• **ASSIGNED TASK**: Say how many lines of the listing below hold the word "President". Give only that number.

• **EXCERPTED RECORDS**:
# # # # # # #
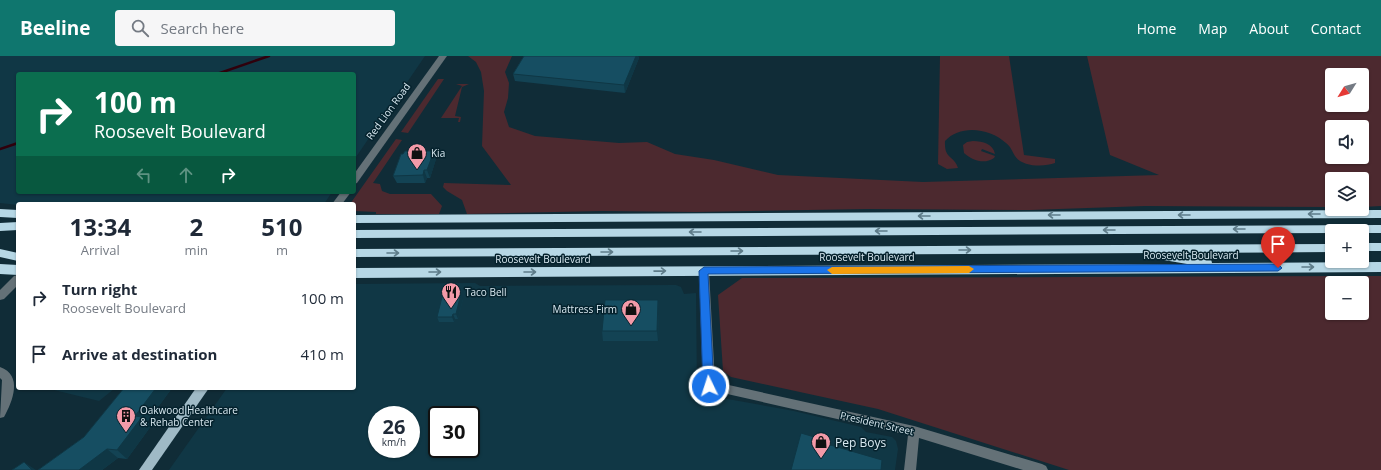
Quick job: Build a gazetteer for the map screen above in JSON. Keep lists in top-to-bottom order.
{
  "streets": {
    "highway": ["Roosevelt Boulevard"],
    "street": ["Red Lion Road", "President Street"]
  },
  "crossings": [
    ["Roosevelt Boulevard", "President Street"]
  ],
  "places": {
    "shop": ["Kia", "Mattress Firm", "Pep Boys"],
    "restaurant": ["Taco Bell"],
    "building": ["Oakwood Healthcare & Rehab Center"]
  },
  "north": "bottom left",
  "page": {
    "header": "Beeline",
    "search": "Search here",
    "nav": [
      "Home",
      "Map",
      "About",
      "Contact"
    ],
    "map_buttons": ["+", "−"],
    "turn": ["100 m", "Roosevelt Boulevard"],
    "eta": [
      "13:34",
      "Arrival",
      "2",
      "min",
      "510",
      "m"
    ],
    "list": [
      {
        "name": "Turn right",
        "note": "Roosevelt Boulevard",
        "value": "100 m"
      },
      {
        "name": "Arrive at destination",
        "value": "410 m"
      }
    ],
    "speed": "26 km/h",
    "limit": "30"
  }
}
# # # # # # #
• **RESULT BELOW**: 2